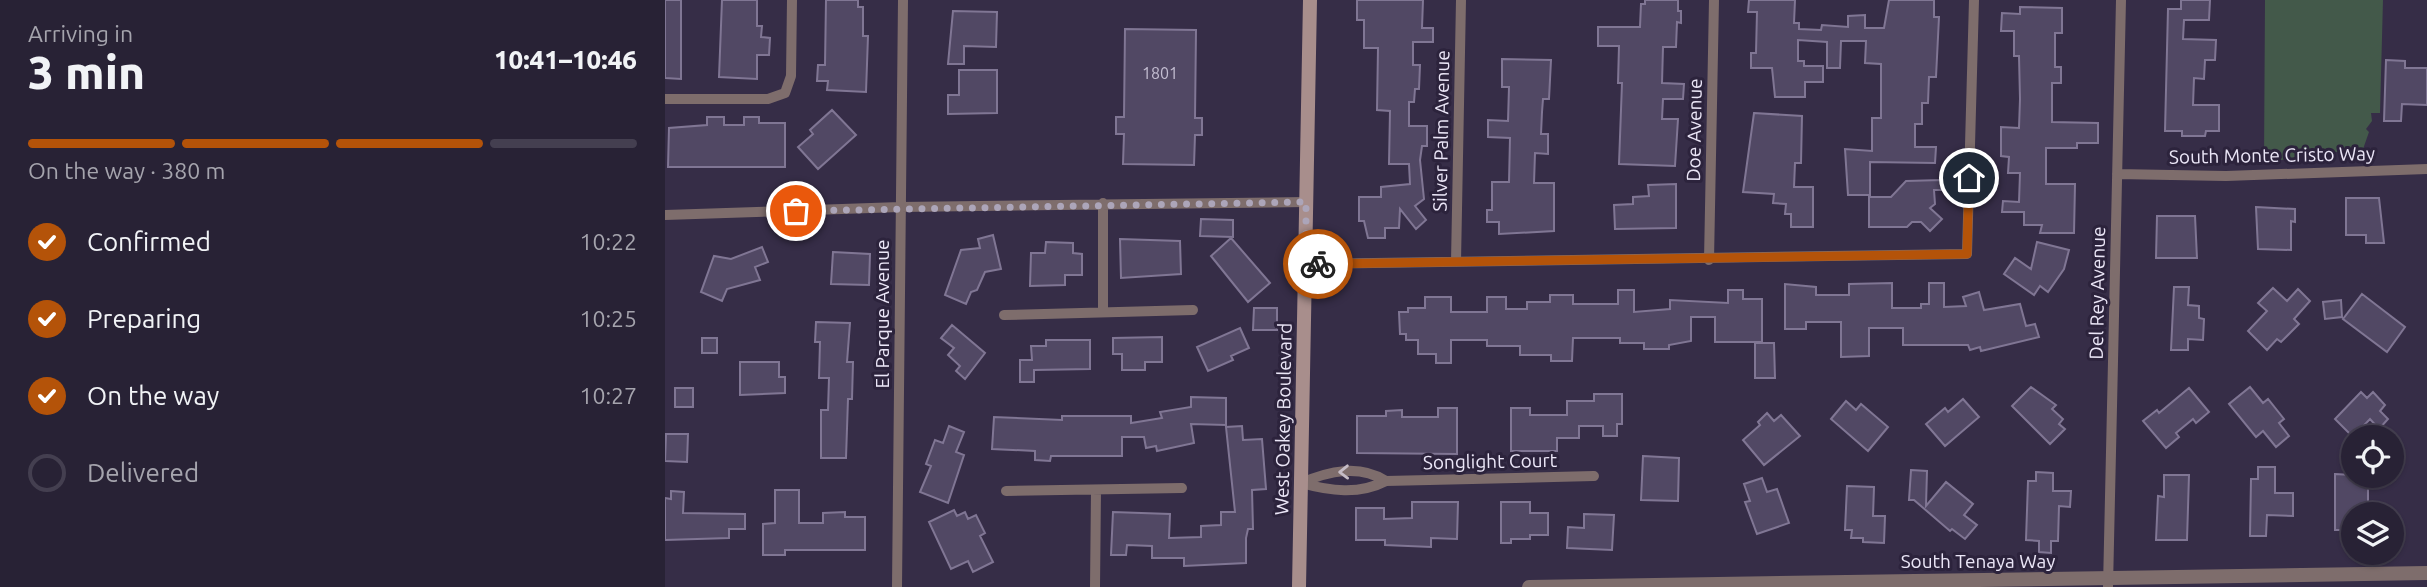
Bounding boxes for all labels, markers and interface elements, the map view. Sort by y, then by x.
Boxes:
text: Arriving in [28,21,133,46]
text: 10:41–10:46 [494,45,637,74]
text: 3 min [28,46,145,98]
street label: Silver Palm Avenue [1429,50,1453,212]
house number: 1801 [1142,64,1178,82]
street label: Doe Avenue [1682,78,1706,182]
street label: South Monte Cristo Way [2169,142,2375,168]
pin [1939,148,1999,208]
text: On the way · 380 m [28,158,225,183]
icon: home [1950,159,1988,197]
pin [766,181,826,241]
icon: bag [777,192,815,230]
icon: check [28,223,66,261]
street label: Del Rey Avenue [2085,226,2109,360]
text: Confirmed [87,227,211,256]
text: 10:22 [579,229,637,254]
courier [1283,229,1353,299]
street label: El Parque Avenue [871,240,893,388]
icon: bike [1299,245,1337,283]
icon: check [28,300,66,338]
text: Preparing [87,304,201,333]
text: 10:25 [579,306,637,331]
street label: West Oakey Boulevard [1270,323,1296,515]
icon: check [28,377,66,415]
text: On the way [87,381,219,410]
text: 10:27 [579,383,637,408]
map controls [2341,425,2404,565]
button: locate [2341,425,2404,488]
street label: Songlight Court [1423,449,1558,473]
text: Delivered [87,458,199,487]
one-way arrow [1338,464,1349,479]
button: layers [2341,502,2404,565]
street label: South Tenaya Way [1901,550,2055,572]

# WHAT YOU ARE ASKED TO DO
Every line where "South" appears must be returned from the listing above.

# ANSWER BOX
street label: South Monte Cristo Way [2169,142,2375,168]
street label: South Tenaya Way [1901,550,2055,572]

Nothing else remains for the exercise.